Currently, bionode-watermill is not a drop in replacement for snakemake or nextflow. It is an MVP illustrating how to compose pipelines where each task describes input/ouput using file glob patterns. Furthermore, streams can only be used internally in tasks, and not between tasks. This is far from the orginal "streaming pipeline system". However, there is a roadmap for all these features, and the code has been structured in a way that (once you know redux basics) it is simple to follow the flow of control throughout the codebase. Some features that should be implemented to improve the readyness of bionode-watermill for "production use":

  • streaming between tasks: The plans to implement this are: if input or output are not defined on a task, join will recognize that and pipe output from one task into input for the other task. fork will have to use things like multi-write-stream. Use case: have a search task that queries NCBI for SRA IDs, pipe that into a filtering task, pipe that into a task that triggers a pipeline for each SRA ID.
  • metrics: real time, cpu time, memory usage, file sizes, etc. On an individual task basis, for joins, for the whole pipeline.
  • UI, DAG visualization: a complex DAG is produced for the pipeline and logs can be emitted from different tasks at once. A web/electron app that can be used to view this in real time would help to grasp the pipeline. A graph visualization is much easier to understand than a JSON dump. As well, since redux was used, maintaining state between client/server should be relatively manageable. Going further, if the UI could edit/create tasks, that would be very cool.
  • Example pipelines from published papers. This is important to gain recognition from the bioinformatics community, find use cases and edge cases, develop usage patterns. Current examples can be found at bionode-watermill/examples.

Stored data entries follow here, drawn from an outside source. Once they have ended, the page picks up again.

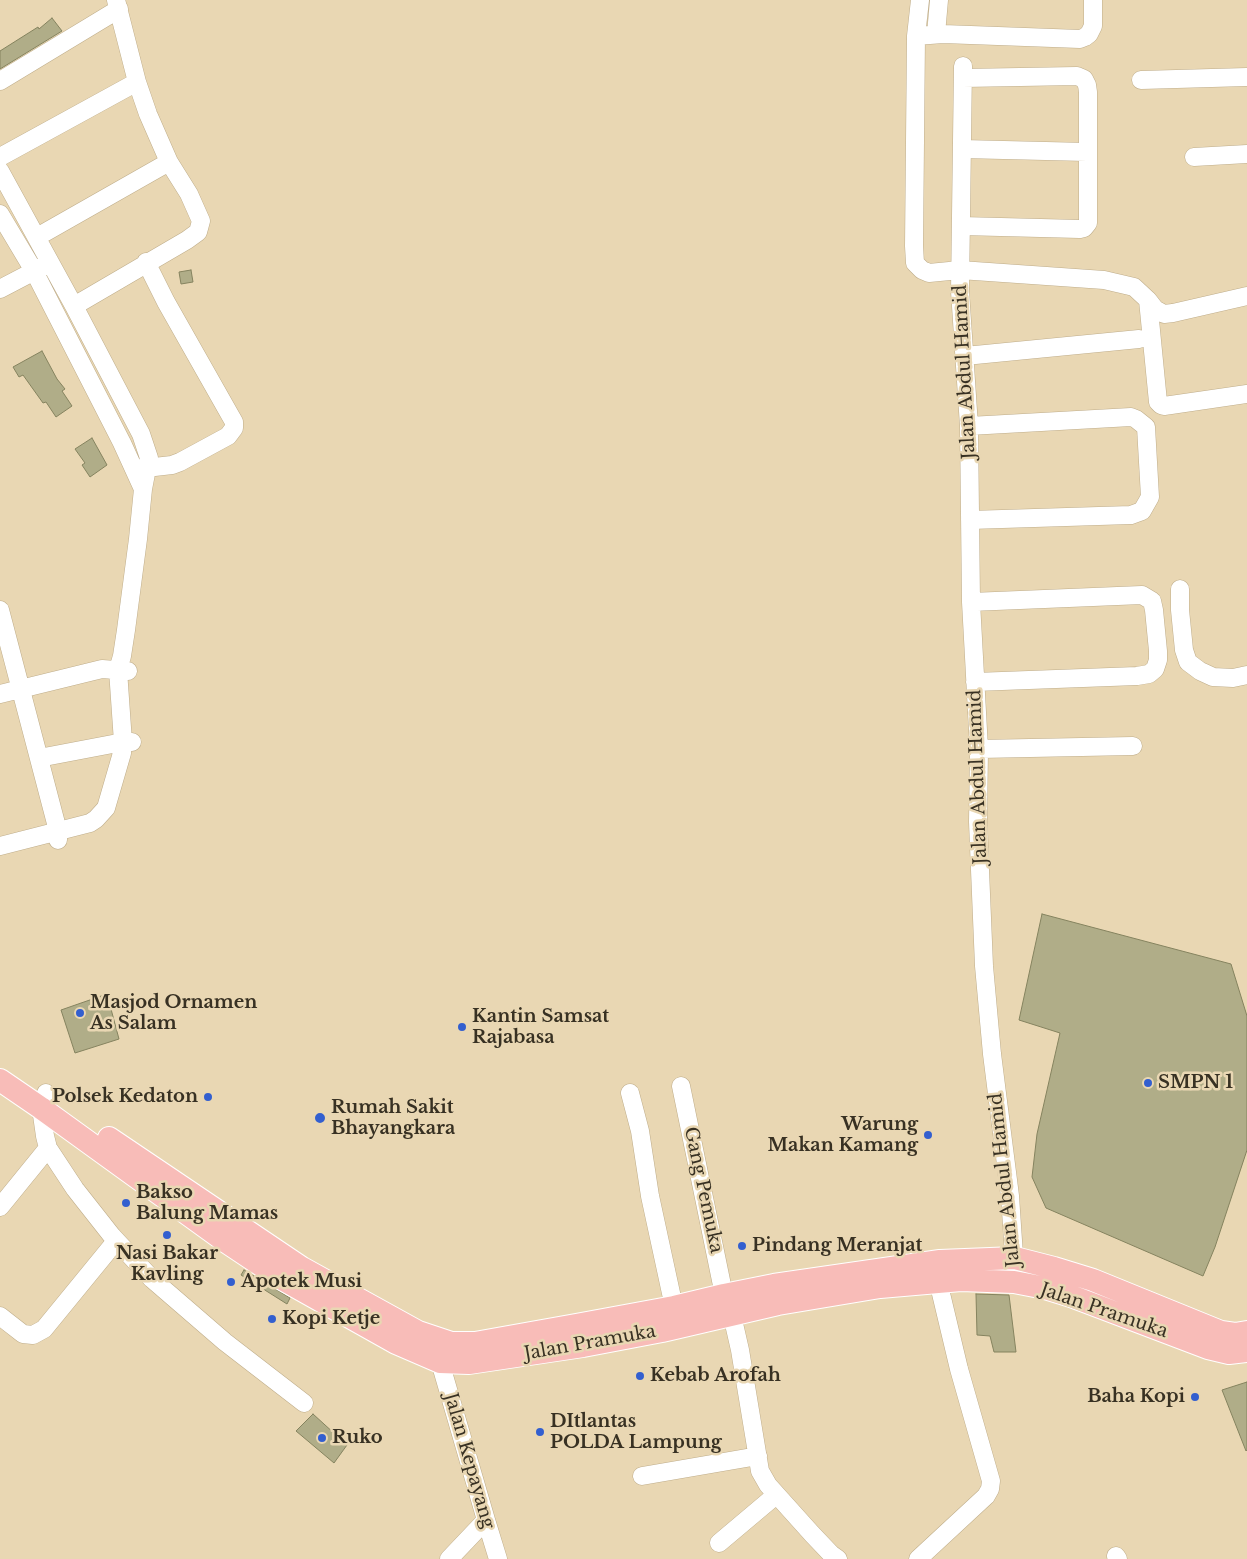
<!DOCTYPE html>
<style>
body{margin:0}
canvas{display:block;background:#e9d7b3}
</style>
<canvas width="1247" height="1559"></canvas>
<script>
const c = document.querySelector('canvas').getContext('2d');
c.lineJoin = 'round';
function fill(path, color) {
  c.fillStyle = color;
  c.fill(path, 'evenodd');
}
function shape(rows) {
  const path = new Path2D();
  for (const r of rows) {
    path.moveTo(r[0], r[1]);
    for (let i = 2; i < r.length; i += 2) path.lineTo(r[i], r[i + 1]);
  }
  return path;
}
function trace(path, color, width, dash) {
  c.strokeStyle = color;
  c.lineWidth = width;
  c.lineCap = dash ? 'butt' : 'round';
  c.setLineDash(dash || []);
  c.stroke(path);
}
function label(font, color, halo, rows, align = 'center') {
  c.font = font + ' "Libre Baskerville",serif';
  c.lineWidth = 5;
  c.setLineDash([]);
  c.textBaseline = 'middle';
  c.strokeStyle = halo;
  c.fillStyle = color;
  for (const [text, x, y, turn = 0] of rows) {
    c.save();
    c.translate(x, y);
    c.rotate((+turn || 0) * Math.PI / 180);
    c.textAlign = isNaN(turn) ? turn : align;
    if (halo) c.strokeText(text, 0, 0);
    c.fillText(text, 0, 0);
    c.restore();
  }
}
const building = shape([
 [52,18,62,31,0,69,0,51,38,27,39,29,52,18],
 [191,270,193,282,181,284,179,272,191,270],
 [42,351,57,379,65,389,62,391,72,406,56,417,46,402,43,403,23,375,19,377,13,367,42,351],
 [92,438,107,465,90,477,82,465,85,463,75,449,92,438],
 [1042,914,1231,964,1247,1016,1247,1150,1215,1247,1203,1276,1046,1208,1032,1177,1037,1134,1060,1033,1019,1020,1042,914],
 [107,994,119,1039,75,1053,61,1010,107,994],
 [244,1270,290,1298,287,1304,241,1275,244,1270],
 [976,1294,1009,1295,1016,1352,994,1352,990,1336,977,1335,976,1294],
 [1247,1382,1247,1450,1246,1451,1222,1390,1247,1382],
 [313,1414,347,1445,334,1463,296,1431,313,1414]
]);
const minor = shape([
 [920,0,916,36,914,246,915,263,922,270,929,273,960,270,1104,280,1134,287,1148,300,1155,309,1164,314,1173,313,1247,296],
 [936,34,939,0],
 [916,36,943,34,1080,39,1085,37,1089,34,1093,26,1093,0],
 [963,66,960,291,969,426,971,602,979,749,978,822,984,966,992,1054,1010,1196,1015,1270],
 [1141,80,1247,77],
 [0,81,119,9],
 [962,149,1087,152],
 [0,157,137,82],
 [1194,157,1247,154],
 [0,171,74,306,141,434,149,458,143,489,138,539,126,630,122,656,118,670,123,742,122,753,106,808,96,819,90,823,0,846],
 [0,214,34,271,122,443,143,489],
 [961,226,1080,229,1084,228,1088,223,1088,92,1087,85,1084,79,1077,76,963,78],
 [37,237,169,162],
 [0,289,44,266],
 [1148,300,1158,402,1161,405,1164,406,1247,394],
 [74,306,187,240,198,232,201,221,189,194,169,162,148,114,137,82,116,0],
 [965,356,1139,339],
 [969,426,1131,417,1136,419,1146,427,1150,497,1142,511,1131,515,970,520],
 [137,469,172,465,180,462,228,436,234,428,234,422,230,415,166,302,146,262],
 [1180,589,1180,610,1184,650,1188,662,1200,671,1213,677,1233,678,1247,675],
 [971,602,1142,595,1152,601,1154,610,1158,651,1158,660,1155,669,1149,674,1137,676,975,682],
 [0,610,58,831,58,840],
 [0,694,102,669,128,671],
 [979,749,1133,746],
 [39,758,123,742,132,742],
 [681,1086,724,1295],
 [46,1093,41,1108,45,1136,48,1148,75,1189,112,1236,152,1279,225,1342,304,1403],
 [630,1093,640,1131,650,1196,674,1307],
 [0,1207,48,1148],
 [732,1315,740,1350,760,1471,768,1485,812,1534,831,1554,838,1559],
 [0,1316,23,1334,33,1335,44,1329,116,1241],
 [440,1362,486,1520,498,1559],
 [642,1476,758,1456],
 [719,1543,776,1495],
 [1116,1556,1118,1559],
 [449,1559,486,1520],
 [918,1559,986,1496,990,1489,991,1481,959,1369,938,1281]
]);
const major = shape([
 [0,1080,41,1108,225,1241,282,1279,396,1343,440,1362,469,1363,583,1346,662,1331,778,1304,880,1287,961,1280,1014,1282,1045,1288,1071,1296,1208,1348,1229,1353,1247,1351],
 [109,1138,302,1268,418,1332,451,1343,475,1343,576,1325,674,1307,724,1295,774,1285,940,1261,1015,1258,1054,1268,1093,1280,1221,1332,1235,1334,1247,1332]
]);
const markers = [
 [80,1013,5,"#335fcf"],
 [462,1027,5,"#335fcf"],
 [1148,1083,5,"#335fcf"],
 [208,1097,5,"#335fcf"],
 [320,1118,6,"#335fcf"],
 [928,1135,5,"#335fcf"],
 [126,1203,5,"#335fcf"],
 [167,1235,5,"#335fcf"],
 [742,1246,5,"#335fcf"],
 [231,1282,5,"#335fcf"],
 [272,1319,5,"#335fcf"],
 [640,1376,5,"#335fcf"],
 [1195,1397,5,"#335fcf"],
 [540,1432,5,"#335fcf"],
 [322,1438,5,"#335fcf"]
];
const streetNames = [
 ["Jalan Abdul Hamid",965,372,-93],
 ["Jalan Abdul Hamid",978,777,-92],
 ["Jalan Abdul Hamid",1005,1180,-96],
 ["Gang Pemuka",703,1190,78],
 ["Jalan Pramuka",1104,1311,19],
 ["Jalan Pramuka",590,1343,-10],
 ["Jalan Kepayang",469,1461,74]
];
const poiNames = [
 ["Masjod Ornamen",90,1003],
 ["As Salam",90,1024],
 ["Kantin Samsat",472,1017],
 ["Rajabasa",472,1038],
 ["SMPN 1",1158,1083],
 ["Polsek Kedaton",198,1097,"right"],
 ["Rumah Sakit",331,1108],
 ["Bhayangkara",331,1129],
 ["Warung",918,1125,"right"],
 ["Makan Kamang",918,1146,"right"],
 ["Bakso",136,1193],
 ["Balung Mamas",136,1214],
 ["Pindang Meranjat",752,1246],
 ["Nasi Bakar",167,1254,"center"],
 ["Kavling",167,1275,"center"],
 ["Apotek Musi",241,1282],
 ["Kopi Ketje",282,1319],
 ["Kebab Arofah",650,1376],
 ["Baha Kopi",1185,1397,"right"],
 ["DItlantas",550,1422],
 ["POLDA Lampung",550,1443],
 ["Ruko",332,1438]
];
fill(building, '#b0ad88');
trace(building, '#85835f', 1);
trace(minor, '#bfad8a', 19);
trace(major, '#fff', 24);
trace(minor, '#fff', 18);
trace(major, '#f8bcb8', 22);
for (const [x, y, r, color] of markers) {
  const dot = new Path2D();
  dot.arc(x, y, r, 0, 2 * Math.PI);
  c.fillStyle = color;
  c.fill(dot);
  trace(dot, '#e9d7b3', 2);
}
label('18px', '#383123', '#e9d7b3', streetNames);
label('bold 18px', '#383123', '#e9d7b3', poiNames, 'left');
</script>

  • Improved file validation: custom validators described from task level. Use case: pass a function, that given two paired reads, checks if each has same number of spots. Currently, the file validation checks for non null files, and that the hash of a previously ran task's output matches the current file when checking for resumabiltility (i.e. do not skip a task if the output file has a different hash than what was recorded previously).
  • Improve stability of fork. Right now it works fine in some cases but may break in others. fork is only tested in the case where it is within a join, and followed by some number of tasks (but not junction or join) - e.g. join(fork(A1, A2), t1, t2, ... , tn))
  • Modularize the codebase into smaller scoped, well tested modules. The code is modular already but there is still room for improvement. Operations like join, junction, fork, for example could be generalized into their own "orchestration" module and the task lifecycle management could be isolated into a module which exposes an API such as lifecycle.addStage(), stage.onSuccess(anotherStage) - almost like a state machine. The stability of the lifecycle management, management of context sharing between orchestration operations, passing of context into a new task, composability of orchestration operators are some of the things that need to strictly defined, well tested, and behave well under errors. There is a lot of moving parts in this application, and it can become difficult to keep everything in check. Redux helps as a pattern to make when/how changes to the state occur, but may or may not be as necessary moving forward.
  • Much more: see the project issues. I am available to provide feedback on any questions, suggest possible implementation in detail, etc. Any activity in the issues will make me very happy!